§ What the task requires
Check each line of the entries for "lines" and report the ones that have it.

Data entries:
►

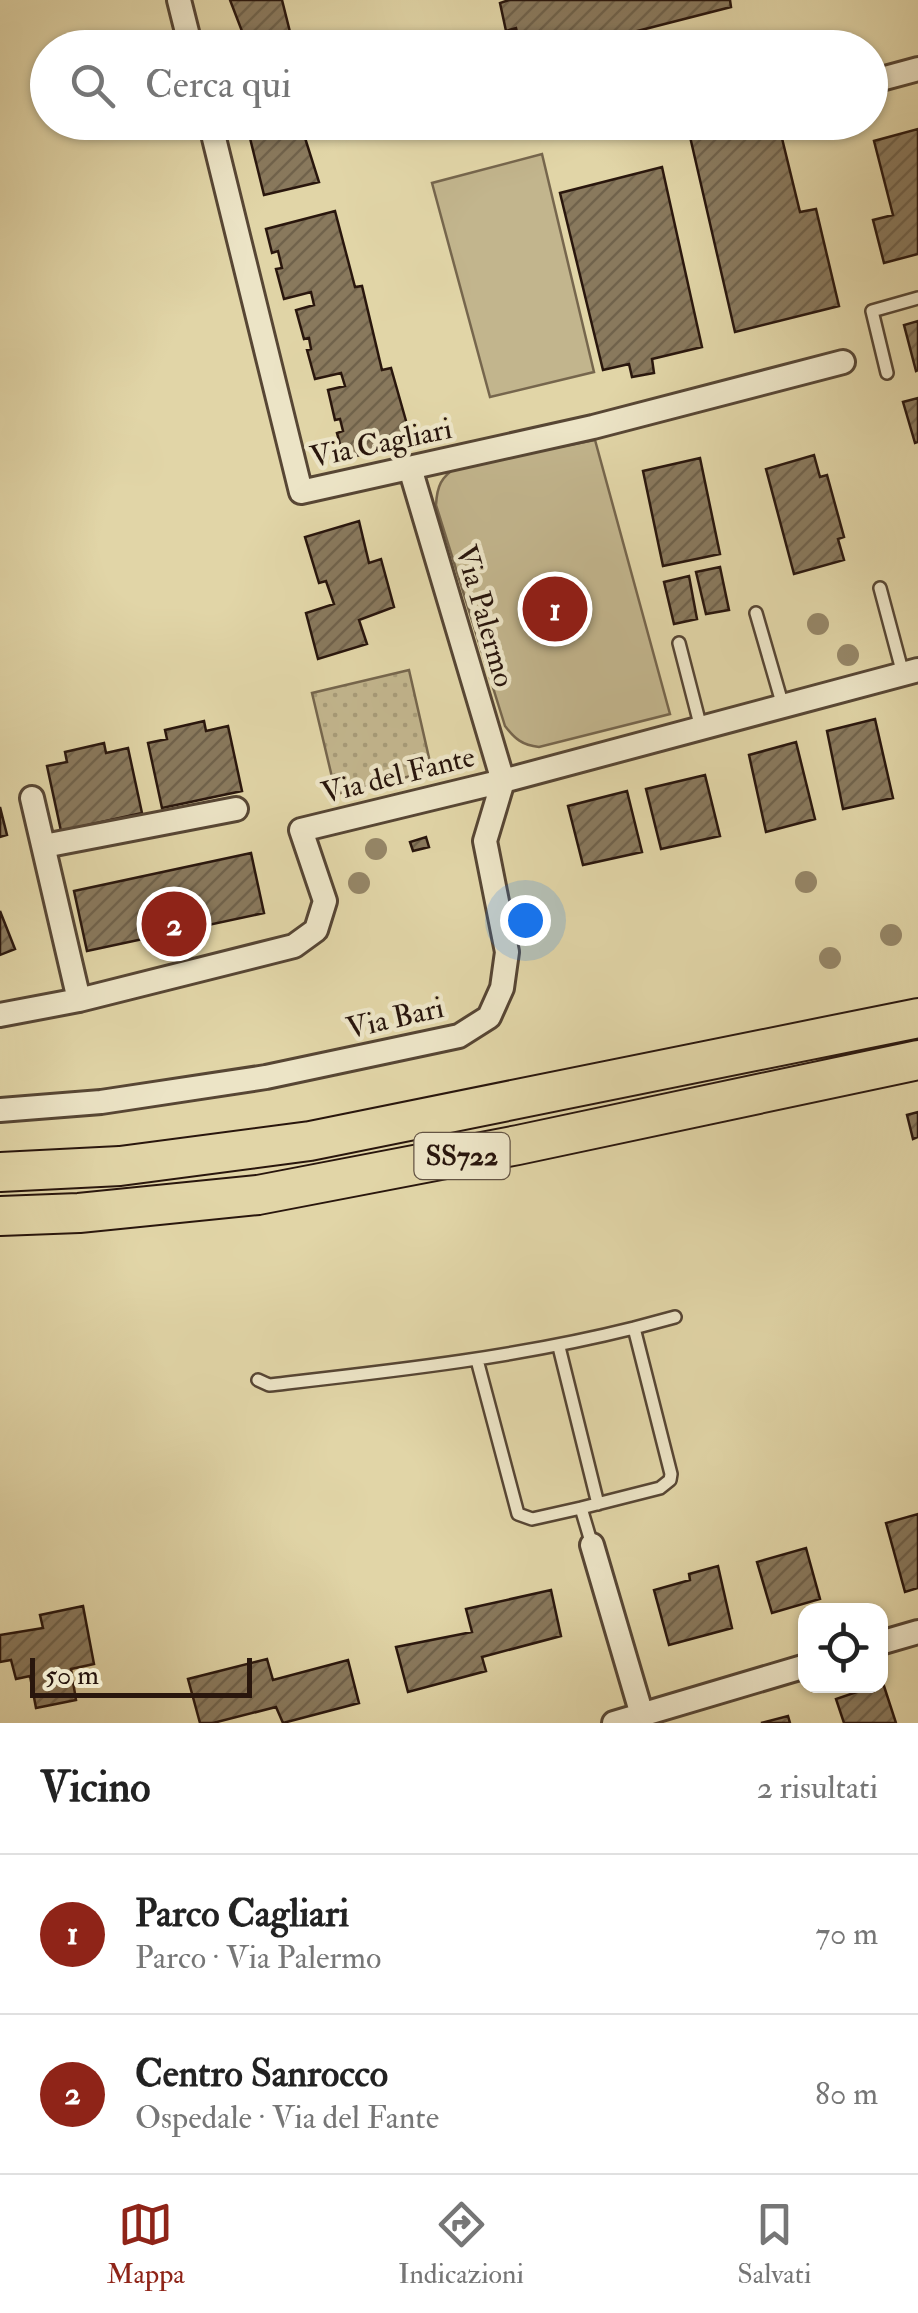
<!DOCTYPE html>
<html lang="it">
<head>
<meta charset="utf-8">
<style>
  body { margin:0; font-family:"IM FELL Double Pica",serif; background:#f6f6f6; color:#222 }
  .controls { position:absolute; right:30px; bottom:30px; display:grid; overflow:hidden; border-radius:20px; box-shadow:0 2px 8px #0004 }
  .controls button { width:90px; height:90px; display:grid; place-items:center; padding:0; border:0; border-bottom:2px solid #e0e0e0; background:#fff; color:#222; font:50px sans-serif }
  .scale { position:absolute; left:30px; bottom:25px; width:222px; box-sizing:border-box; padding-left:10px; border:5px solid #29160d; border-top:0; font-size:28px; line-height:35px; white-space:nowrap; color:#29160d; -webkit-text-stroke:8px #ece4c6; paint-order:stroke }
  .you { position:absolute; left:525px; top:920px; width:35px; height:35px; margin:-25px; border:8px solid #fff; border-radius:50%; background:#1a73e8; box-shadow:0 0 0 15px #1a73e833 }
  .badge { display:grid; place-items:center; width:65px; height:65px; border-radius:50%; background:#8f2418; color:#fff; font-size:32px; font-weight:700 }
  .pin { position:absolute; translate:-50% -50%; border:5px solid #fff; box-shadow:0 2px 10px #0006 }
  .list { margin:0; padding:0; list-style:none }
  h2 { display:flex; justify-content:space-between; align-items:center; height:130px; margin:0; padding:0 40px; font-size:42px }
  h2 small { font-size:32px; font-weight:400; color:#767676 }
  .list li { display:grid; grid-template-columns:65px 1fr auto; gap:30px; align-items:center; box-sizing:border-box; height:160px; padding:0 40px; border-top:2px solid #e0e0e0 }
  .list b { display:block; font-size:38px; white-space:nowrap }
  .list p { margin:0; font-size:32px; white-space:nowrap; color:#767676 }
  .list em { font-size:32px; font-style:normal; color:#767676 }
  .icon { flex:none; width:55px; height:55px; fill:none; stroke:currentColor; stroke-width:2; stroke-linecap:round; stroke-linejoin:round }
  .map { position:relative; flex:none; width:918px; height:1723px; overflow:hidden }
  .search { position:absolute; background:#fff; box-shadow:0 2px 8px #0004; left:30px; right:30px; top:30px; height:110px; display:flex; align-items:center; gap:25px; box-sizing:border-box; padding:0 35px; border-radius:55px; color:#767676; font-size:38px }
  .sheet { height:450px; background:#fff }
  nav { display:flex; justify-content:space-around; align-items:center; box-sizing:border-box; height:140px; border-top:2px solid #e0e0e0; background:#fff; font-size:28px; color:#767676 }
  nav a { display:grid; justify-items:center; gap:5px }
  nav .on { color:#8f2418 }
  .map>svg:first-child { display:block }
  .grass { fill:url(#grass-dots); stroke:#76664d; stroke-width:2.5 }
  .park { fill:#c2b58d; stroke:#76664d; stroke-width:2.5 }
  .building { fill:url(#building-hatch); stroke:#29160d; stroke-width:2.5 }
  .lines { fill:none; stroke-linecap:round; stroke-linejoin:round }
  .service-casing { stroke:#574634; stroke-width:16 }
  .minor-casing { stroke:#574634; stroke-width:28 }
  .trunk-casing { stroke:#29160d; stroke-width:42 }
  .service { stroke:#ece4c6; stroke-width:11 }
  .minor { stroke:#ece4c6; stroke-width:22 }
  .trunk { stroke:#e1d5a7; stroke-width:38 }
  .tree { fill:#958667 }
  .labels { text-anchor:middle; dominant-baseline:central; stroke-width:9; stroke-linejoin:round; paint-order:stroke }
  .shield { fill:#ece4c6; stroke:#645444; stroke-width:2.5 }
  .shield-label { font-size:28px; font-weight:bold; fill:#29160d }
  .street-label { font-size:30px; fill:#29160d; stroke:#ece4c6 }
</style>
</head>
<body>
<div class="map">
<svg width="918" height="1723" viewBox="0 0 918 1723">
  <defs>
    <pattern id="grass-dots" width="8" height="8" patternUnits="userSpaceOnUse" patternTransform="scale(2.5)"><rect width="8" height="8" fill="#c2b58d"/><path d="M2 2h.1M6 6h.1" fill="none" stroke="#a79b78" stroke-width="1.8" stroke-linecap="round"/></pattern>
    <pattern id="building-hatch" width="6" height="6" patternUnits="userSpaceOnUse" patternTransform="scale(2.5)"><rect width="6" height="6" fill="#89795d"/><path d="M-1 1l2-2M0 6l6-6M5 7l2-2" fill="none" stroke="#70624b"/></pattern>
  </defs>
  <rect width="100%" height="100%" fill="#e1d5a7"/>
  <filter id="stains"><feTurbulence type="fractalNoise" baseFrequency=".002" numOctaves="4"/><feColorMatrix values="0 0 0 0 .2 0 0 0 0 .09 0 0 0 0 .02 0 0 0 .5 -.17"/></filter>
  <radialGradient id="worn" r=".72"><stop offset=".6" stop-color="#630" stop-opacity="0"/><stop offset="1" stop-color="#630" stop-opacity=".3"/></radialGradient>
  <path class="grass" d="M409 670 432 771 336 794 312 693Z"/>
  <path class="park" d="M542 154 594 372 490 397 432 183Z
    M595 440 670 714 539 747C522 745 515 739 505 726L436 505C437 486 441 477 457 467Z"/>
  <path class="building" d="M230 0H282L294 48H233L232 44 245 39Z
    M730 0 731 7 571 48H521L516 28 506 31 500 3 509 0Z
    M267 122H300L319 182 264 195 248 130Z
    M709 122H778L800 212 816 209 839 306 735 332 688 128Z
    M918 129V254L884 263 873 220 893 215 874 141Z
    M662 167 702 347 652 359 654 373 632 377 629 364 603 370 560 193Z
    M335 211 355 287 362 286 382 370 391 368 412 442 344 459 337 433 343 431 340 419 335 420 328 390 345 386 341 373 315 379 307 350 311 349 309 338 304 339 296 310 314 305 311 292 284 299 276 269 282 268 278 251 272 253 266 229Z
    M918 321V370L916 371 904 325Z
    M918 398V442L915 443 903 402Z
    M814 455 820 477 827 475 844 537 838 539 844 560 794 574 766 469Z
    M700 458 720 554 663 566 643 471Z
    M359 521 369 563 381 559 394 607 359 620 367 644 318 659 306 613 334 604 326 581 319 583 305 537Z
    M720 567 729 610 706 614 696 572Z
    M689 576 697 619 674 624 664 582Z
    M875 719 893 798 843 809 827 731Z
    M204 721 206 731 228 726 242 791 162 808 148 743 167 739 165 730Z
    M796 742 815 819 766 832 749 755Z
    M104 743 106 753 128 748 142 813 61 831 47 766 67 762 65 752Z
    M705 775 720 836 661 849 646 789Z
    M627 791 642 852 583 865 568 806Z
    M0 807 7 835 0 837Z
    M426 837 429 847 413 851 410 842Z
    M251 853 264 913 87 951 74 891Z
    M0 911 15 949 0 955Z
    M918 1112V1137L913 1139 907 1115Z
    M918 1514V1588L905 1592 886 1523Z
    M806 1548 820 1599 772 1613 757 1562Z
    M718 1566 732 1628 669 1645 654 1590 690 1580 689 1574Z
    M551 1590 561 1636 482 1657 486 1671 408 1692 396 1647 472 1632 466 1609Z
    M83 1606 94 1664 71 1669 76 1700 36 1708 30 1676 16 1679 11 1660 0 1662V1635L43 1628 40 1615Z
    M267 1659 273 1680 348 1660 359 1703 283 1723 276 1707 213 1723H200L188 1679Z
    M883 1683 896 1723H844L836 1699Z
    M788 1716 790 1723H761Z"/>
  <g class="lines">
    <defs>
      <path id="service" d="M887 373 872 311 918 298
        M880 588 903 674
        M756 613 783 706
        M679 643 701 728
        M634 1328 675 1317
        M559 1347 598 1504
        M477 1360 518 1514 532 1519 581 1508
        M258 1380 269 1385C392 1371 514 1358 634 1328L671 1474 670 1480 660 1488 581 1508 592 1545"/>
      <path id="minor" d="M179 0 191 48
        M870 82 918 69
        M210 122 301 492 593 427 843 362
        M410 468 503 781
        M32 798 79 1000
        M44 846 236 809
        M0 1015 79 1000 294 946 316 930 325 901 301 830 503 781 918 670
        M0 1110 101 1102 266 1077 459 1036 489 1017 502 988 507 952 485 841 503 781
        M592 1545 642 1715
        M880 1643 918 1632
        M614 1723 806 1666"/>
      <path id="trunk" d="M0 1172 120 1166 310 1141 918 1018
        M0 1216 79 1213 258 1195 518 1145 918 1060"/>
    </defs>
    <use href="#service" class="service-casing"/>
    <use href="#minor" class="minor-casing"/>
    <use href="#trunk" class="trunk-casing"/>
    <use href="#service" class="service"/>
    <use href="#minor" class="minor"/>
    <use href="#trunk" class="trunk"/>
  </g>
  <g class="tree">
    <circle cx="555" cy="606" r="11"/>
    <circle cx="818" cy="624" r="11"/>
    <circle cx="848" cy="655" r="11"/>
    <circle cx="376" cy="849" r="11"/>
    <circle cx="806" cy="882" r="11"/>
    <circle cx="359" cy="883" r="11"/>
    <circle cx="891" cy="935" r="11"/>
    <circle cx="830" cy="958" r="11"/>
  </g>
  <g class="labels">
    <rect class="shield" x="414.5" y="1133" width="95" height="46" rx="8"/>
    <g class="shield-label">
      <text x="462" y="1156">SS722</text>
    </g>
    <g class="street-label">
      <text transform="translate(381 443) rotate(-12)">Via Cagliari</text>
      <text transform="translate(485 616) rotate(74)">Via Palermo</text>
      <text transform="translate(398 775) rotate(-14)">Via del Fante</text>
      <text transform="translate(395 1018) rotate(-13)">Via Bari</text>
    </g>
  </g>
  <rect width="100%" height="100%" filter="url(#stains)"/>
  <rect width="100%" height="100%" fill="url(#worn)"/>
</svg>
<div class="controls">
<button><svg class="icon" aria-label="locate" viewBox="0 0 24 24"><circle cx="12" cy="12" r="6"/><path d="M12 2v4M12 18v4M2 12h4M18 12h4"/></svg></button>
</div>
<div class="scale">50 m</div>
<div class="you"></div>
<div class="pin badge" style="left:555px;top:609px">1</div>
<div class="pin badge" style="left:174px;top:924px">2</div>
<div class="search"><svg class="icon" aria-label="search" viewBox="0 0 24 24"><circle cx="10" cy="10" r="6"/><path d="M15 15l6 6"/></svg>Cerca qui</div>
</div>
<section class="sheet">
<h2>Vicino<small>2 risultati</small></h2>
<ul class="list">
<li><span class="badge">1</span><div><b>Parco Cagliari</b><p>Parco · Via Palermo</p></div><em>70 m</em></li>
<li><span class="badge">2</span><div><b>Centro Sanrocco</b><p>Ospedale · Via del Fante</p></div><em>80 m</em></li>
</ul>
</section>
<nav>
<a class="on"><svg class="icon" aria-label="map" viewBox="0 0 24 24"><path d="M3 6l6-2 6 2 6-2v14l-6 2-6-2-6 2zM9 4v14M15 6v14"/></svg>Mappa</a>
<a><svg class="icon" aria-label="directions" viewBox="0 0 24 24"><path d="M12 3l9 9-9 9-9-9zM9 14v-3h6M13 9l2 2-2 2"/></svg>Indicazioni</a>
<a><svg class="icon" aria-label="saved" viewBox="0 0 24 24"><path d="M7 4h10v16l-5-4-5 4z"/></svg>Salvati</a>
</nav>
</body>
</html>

◄

§ Result below
  .lines { fill:none; stroke-linecap:round; stroke-linejoin:round }
  <g class="lines">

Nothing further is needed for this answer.